Adult/High School-Marji tells of her life in Iran from the age of 10, when the Islamic revolution of 1979 reintroduced a religious state, through the age of 14 when the Iran-Iraq war forced her parents to send her to Europe for safety. This story, told in graphic format with simple, but expressive, black-and-white illustrations, combines the normal rebelliousness of an intelligent adolescent with the horrors of war and totalitarianism. Marji's parents, especially her freethinking mother, modeled a strong belief in freedom and equality, while her French education gave her a strong faith in God. Her Marxist-inclined family initially favored the overthrow of the Shah, but soon realized that the new regime was more restrictive and unfair than the last. The girl's independence, which made her parents both proud and fearful, caused them to send her to Austria.
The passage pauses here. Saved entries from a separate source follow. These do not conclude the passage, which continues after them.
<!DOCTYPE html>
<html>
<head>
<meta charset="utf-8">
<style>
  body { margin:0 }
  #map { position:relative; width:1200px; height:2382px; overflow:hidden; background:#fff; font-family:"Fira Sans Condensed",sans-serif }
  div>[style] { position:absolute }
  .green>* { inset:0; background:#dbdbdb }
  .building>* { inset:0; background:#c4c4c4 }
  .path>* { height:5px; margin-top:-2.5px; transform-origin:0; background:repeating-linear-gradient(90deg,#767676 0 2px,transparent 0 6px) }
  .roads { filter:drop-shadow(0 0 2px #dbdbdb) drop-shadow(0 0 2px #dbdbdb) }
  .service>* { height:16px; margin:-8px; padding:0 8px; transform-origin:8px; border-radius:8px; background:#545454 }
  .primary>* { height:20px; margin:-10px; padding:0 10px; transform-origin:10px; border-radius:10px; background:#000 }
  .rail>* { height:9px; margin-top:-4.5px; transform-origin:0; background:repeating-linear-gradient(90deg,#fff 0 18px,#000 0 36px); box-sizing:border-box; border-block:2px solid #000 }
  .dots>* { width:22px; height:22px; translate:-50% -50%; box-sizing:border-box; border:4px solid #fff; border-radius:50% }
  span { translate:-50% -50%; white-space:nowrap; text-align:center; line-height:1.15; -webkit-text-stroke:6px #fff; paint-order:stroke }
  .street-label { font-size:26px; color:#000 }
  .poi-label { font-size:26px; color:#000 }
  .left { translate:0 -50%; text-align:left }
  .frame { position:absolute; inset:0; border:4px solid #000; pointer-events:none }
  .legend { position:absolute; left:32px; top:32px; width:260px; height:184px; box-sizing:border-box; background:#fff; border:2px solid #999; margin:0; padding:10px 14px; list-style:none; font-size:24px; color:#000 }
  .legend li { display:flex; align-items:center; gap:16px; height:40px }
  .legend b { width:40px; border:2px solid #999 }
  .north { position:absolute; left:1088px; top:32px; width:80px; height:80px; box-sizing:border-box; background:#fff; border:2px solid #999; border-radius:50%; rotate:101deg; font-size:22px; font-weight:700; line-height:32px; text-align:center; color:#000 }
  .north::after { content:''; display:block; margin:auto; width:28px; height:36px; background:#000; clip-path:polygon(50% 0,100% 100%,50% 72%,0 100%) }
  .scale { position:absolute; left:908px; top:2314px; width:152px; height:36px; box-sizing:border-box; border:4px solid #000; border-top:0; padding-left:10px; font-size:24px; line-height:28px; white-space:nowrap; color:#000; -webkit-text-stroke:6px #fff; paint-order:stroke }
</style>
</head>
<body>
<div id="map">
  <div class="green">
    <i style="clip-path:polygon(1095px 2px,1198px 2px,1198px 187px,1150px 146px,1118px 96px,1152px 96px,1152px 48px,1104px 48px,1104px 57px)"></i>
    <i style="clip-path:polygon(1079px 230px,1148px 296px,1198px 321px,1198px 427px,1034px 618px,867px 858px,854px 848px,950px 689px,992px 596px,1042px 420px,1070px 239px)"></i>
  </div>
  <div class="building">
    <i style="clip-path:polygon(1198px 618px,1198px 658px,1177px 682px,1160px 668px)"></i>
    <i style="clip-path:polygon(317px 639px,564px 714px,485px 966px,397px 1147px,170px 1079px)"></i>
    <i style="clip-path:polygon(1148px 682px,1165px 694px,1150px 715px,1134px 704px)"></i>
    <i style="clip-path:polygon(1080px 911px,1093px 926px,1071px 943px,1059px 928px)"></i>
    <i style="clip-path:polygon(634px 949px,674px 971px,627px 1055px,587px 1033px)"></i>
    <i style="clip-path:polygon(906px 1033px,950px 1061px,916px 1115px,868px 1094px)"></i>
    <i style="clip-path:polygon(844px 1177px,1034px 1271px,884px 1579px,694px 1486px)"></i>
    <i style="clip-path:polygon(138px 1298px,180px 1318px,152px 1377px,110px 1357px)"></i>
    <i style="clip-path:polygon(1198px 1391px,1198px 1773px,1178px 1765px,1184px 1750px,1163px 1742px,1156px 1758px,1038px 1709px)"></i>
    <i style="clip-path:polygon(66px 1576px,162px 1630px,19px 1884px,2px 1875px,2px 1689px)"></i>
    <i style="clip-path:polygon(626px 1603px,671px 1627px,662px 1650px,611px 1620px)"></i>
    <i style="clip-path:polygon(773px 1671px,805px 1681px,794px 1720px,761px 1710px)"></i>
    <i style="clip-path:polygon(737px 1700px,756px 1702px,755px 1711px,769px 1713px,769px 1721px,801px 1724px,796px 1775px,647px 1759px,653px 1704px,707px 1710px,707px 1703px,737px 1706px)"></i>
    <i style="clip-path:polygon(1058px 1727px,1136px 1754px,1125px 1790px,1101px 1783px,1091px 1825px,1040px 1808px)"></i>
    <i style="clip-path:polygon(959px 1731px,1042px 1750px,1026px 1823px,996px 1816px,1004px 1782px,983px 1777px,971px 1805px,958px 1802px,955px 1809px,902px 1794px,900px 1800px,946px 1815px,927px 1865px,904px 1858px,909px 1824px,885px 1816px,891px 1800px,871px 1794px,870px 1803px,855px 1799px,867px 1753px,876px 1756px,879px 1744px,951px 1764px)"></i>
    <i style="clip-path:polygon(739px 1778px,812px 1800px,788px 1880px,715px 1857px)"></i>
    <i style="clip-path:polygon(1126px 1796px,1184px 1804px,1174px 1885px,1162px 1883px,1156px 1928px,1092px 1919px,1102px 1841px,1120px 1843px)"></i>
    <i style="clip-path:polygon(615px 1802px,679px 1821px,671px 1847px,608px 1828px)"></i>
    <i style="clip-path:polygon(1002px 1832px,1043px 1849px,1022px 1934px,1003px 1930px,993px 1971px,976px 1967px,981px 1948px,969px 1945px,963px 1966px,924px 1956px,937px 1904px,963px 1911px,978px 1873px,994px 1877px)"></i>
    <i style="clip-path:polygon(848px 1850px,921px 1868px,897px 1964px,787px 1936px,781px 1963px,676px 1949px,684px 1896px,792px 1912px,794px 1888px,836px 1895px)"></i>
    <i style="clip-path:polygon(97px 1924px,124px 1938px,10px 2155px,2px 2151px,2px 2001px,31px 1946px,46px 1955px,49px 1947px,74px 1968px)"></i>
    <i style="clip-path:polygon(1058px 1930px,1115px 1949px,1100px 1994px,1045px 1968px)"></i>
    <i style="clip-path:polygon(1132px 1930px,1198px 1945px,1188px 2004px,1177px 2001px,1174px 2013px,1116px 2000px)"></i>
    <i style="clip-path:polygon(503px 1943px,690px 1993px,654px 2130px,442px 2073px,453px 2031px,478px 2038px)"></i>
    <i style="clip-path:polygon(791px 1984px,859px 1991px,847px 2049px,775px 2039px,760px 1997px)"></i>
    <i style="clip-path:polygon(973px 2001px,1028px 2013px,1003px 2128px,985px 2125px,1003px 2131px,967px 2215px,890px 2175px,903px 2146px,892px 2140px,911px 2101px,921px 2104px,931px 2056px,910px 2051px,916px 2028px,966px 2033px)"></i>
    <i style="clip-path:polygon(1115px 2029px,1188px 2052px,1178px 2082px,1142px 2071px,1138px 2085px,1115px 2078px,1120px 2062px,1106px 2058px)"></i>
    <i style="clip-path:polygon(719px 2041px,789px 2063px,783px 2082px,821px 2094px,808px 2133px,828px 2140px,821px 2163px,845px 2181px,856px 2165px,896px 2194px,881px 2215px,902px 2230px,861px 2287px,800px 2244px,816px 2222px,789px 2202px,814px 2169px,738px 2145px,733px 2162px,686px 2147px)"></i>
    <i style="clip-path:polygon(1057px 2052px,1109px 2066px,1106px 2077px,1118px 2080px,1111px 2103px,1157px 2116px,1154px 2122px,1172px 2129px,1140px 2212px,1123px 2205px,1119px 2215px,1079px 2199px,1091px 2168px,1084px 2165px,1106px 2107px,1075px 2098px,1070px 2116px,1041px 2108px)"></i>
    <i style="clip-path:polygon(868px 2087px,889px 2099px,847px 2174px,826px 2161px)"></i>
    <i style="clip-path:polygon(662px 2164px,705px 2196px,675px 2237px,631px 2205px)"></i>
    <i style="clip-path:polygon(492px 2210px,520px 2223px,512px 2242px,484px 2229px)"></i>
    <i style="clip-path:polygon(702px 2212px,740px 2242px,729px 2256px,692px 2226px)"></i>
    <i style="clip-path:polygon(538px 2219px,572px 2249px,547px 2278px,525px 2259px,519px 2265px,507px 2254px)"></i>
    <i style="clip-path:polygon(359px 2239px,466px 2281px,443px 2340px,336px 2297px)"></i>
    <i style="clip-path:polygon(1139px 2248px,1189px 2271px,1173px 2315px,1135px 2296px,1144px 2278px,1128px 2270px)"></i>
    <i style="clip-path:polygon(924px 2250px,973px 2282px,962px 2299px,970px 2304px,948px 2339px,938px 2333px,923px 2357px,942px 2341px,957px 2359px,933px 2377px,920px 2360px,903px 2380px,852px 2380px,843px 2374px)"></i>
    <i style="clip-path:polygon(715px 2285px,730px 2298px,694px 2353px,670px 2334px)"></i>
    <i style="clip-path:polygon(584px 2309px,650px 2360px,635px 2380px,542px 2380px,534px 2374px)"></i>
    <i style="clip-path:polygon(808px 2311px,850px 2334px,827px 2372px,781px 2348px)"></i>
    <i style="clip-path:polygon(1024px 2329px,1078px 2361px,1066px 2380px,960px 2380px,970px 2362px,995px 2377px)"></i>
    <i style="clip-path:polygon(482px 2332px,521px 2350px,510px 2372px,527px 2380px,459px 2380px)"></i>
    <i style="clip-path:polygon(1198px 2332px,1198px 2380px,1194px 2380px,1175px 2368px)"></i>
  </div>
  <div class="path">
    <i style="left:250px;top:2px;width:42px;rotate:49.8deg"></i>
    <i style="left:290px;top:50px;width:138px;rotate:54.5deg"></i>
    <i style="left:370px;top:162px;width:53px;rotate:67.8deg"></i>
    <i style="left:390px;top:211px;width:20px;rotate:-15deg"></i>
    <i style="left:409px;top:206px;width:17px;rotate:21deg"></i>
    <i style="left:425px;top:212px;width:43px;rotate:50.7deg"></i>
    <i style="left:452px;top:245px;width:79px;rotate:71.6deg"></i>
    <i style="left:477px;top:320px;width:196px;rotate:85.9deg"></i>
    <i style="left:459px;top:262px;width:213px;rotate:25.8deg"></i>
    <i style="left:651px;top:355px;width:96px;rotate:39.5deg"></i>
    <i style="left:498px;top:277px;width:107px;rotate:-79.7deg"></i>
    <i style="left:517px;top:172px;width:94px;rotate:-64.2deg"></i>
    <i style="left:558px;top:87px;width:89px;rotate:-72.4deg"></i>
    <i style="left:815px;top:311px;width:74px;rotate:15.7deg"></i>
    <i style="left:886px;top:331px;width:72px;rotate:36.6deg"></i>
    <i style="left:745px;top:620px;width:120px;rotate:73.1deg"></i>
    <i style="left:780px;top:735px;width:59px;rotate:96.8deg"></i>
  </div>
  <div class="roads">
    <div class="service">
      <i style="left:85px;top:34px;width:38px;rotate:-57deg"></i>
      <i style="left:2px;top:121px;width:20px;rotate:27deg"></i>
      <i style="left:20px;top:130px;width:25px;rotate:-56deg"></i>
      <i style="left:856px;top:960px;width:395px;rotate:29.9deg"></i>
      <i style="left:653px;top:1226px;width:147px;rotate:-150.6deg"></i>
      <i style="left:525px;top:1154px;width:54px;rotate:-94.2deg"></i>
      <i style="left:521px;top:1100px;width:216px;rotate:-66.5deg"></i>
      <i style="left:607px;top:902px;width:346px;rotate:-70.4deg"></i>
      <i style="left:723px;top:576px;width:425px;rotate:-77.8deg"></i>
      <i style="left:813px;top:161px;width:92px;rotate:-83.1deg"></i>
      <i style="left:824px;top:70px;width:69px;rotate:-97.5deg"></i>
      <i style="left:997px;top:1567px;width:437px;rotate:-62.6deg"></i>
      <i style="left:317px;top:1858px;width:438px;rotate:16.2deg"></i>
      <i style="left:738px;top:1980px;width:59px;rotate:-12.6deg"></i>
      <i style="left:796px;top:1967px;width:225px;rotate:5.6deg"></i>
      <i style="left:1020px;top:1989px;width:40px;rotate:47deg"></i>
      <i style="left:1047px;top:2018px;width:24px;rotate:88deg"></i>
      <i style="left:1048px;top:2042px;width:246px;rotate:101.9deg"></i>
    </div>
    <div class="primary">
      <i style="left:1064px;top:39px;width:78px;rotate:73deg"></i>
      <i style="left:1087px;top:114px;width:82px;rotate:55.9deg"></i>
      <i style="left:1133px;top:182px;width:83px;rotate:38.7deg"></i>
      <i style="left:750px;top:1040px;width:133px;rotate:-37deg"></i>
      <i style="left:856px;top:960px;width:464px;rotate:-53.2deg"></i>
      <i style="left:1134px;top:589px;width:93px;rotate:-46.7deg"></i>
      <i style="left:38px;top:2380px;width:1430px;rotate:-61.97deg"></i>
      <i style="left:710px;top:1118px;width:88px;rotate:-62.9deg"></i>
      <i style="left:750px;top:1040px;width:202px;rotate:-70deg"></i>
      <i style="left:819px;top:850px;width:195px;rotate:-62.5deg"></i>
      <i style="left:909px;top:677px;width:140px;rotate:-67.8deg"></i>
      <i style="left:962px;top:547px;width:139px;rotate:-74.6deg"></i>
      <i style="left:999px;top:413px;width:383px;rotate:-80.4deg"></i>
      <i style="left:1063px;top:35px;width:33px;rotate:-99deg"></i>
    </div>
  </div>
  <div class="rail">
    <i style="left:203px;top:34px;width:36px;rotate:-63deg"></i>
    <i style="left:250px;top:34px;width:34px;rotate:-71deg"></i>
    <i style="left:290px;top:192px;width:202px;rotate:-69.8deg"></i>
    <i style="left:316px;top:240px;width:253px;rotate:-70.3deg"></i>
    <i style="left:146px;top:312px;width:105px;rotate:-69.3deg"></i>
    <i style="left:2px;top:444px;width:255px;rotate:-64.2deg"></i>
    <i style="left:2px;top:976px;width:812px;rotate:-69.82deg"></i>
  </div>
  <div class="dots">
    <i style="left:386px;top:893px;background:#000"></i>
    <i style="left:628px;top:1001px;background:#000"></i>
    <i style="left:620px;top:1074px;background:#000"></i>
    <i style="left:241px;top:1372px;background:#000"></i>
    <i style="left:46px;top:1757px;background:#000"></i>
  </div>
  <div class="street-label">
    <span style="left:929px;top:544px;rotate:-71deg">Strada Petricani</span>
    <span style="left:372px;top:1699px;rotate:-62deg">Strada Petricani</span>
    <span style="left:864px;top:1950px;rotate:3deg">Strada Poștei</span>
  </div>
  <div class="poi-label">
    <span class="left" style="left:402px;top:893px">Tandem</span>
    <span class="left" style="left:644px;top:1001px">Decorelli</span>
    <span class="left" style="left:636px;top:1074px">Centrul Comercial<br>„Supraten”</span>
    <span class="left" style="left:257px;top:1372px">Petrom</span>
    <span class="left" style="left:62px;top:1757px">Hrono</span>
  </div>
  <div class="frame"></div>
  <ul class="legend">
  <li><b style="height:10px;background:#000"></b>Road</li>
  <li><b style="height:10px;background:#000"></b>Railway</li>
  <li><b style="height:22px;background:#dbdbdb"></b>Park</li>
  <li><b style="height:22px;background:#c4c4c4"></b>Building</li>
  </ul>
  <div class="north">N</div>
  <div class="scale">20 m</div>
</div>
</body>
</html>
With bold lines and deceptively uncomplicated scenes, Satrapi conveys her story. From it, teens will learn much of the history of this important area and will identify with young Marji and her friends. This is a graphic novel of immense power and importance for Westerners of all ages. It will speak to the same audience as Art Spiegelman's Maus (Pantheon, 1993).-Susan H. Woodcock, Fairfax County Public Library, Chantilly, VA Copyright 2003 Reed Business Information.
This is an excellent comic book, that deserves a place with Joe Sacco and even Art Spiegelman. In her bold black and white panels, Satrapi eloquently reasserts the moral bankruptcy of all political dogma and religious conformity; how it bullies, how it murders, and how it may always be ridiculed by individual rebellions of the spirit and the intellect.